Plaignant
N. Bulette
Mis en cause
Ann Landers, journaliste, et The
Gazette (Raymond Brassard, directeur de l’information)
Résumé de la plainte
La plainte datée du 15 mars 1999
porte sur une chronique de type » courrier au lecteur » signée
AnnLanders et publiée dans le quotidien The Gazette.
Griefs du plaignant
M. Bulette se dit choqué par la
chronique: une dame, hétérosexuelle et mariée depuis 15 ans, écrit à Ann
Landers au sujet de son beau-frère gai qui est sur le point de se marier. Ce
beau-frère, Rick, est une brave personne et un oncle dévoué et jusqu’à présent
elle n’avait eu aucun problème avec lui et son compagnon de vie, Dennis. Ses
enfants considèrent Dennis comme l’ami de leur oncle; ils sont ensemble
depuis 20 ans. Tout allait bien jusqu’à ce que Rick et Dennis demandent à la
fille de la lectrice, qui est âgée de 9 ans, d’être bouquetière à leur mariage.

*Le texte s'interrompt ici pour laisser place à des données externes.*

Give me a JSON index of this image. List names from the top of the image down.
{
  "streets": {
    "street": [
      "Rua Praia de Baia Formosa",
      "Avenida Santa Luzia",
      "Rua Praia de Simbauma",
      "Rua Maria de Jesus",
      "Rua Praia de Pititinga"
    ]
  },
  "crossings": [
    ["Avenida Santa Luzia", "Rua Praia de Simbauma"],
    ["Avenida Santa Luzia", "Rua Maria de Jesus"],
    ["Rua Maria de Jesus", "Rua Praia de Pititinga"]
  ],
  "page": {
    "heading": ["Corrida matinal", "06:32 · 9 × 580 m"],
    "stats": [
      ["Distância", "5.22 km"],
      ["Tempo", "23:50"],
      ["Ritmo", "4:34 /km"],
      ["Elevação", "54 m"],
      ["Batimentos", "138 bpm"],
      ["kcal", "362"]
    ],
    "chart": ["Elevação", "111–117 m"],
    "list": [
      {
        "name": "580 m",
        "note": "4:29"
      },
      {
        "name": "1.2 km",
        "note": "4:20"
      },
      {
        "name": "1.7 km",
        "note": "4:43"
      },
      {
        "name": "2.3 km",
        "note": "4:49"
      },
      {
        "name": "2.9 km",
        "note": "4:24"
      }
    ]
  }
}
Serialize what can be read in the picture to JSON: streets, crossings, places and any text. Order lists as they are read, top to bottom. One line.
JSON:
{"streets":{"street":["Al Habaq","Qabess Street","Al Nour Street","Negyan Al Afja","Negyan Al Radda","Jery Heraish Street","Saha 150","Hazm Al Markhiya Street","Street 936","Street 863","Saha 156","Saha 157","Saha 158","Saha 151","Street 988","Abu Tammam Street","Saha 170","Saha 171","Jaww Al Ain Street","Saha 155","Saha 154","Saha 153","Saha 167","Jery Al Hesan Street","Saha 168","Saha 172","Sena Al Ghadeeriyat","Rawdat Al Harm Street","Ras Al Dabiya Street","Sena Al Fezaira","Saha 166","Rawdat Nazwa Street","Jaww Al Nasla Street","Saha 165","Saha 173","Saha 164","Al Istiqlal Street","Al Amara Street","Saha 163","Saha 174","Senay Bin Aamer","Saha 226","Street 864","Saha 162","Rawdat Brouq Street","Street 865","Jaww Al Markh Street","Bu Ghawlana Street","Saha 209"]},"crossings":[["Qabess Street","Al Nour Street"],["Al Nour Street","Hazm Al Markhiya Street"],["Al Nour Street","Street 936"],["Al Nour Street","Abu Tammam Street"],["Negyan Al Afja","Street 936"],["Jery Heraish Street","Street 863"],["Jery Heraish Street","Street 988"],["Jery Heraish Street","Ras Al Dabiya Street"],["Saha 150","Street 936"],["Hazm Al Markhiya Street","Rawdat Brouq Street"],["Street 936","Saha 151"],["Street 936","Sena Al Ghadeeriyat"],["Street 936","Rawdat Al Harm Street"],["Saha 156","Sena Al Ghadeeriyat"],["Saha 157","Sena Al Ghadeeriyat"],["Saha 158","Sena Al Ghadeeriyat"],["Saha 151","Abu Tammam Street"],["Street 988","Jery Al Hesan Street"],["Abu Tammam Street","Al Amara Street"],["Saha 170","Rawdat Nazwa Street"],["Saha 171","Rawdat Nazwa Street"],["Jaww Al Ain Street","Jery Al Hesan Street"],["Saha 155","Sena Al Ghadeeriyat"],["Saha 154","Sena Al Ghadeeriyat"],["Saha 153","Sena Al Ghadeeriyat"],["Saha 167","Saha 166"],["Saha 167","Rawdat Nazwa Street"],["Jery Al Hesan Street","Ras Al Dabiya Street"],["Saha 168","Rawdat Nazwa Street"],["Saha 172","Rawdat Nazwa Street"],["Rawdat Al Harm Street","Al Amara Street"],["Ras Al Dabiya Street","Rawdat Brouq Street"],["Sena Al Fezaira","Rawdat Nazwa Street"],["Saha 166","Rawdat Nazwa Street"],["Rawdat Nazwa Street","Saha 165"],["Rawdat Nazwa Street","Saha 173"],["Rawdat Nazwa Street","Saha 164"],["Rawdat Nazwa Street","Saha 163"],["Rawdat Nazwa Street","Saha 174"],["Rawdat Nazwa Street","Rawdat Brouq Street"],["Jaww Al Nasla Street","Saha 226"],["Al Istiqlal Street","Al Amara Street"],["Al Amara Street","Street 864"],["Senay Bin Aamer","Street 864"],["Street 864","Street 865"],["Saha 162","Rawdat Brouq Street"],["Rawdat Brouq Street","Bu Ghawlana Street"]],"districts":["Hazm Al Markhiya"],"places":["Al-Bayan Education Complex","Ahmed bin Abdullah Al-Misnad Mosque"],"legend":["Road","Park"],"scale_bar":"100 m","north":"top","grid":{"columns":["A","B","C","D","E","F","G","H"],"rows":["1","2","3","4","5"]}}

Mme Landers lui répond que les couples gais ne devraient pas demander à une
jeune fille de 9 ans de participer à une cérémonie pour célébrer leur union
parce que ce serait trop perturbant (it would be too confusing).
Pour M. Bulette, si la chroniqueuse
avait répondu en privé à sa lectrice, il n’y aurait pas de problème. Il
s’agirait d’un échange privé entre deux » bigots « . Cependant, par sa
chronique, elle partage ce point de vue publiquement avec tous ses lecteurs en
Amérique du Nord. Le plaignant considère qu’il s’agit d’une déclaration
politique affirmant qu’un mariage gai n’est pas une union sacrée, que les
relations entre gais sont inférieures aux relations hétérosexuelles, que les
» affaires gaies » devraient être considérées comme des petits
secrets de famille honteux et que l’homosexualité est un mode de vie
(lifestyle) que l’on choisit.
Le plaignant estime que l’article
incite d’innombrables lecteurs à adopter ces attitudes et à les transmettre à
leurs enfants. La diffusion massive dans les autres médias (columns
syndication) assure une amplification de son message avec ses conséquences directes
et indirectes. Le plaignant fait ainsi référence à un article du 15 mars 1999
du magazine Time (annexé à la plainte) relatant le meurtre sauvage d’un
homme gai, en Alabama, où aucune loi contre la haine ne protège les
homosexuels.
Commentaires du mis en cause
Selon M.Brassard, directeur
de l’information, il importe peu que The Gazette soit en accord ou non
avec le conseil donné par Mme Landers puisque le conseil lui-même est considéré
comme acceptable (fair) dans les limites d’une chronique. En effet, précise M. Brassard,
Mme Landers, comme chroniqueuse, a le droit d’exprimer ses opinions, en autant
qu’elles ne soient pas libelleuses, diffamatoires ou haineuses.
Réplique du plaignant
M. Bulette se plaint que M.
Brassard ait pris trois mois à répondre à sa lettre et considère que celui-ci
ne répond en rien aux arguments soulevés dans sa plainte. De plus, le plaignant
n’a pas reçu de réponse de la part d’Ann Landers bien qu’il lui ait envoyé, en
plus de la plainte, plusieurs messages par courrier électronique, lui demandant
de clarifier sa position à propos des mariages gais et de l’égalité des droits
des homosexuels. Le plaignant prétend avoir fourni dans sa plainte des
arguments clairs qui démontrent que la chronique contient des éléments
diffamatoires et libelleux qui incitent à la haine. Il aurait voulu voir M.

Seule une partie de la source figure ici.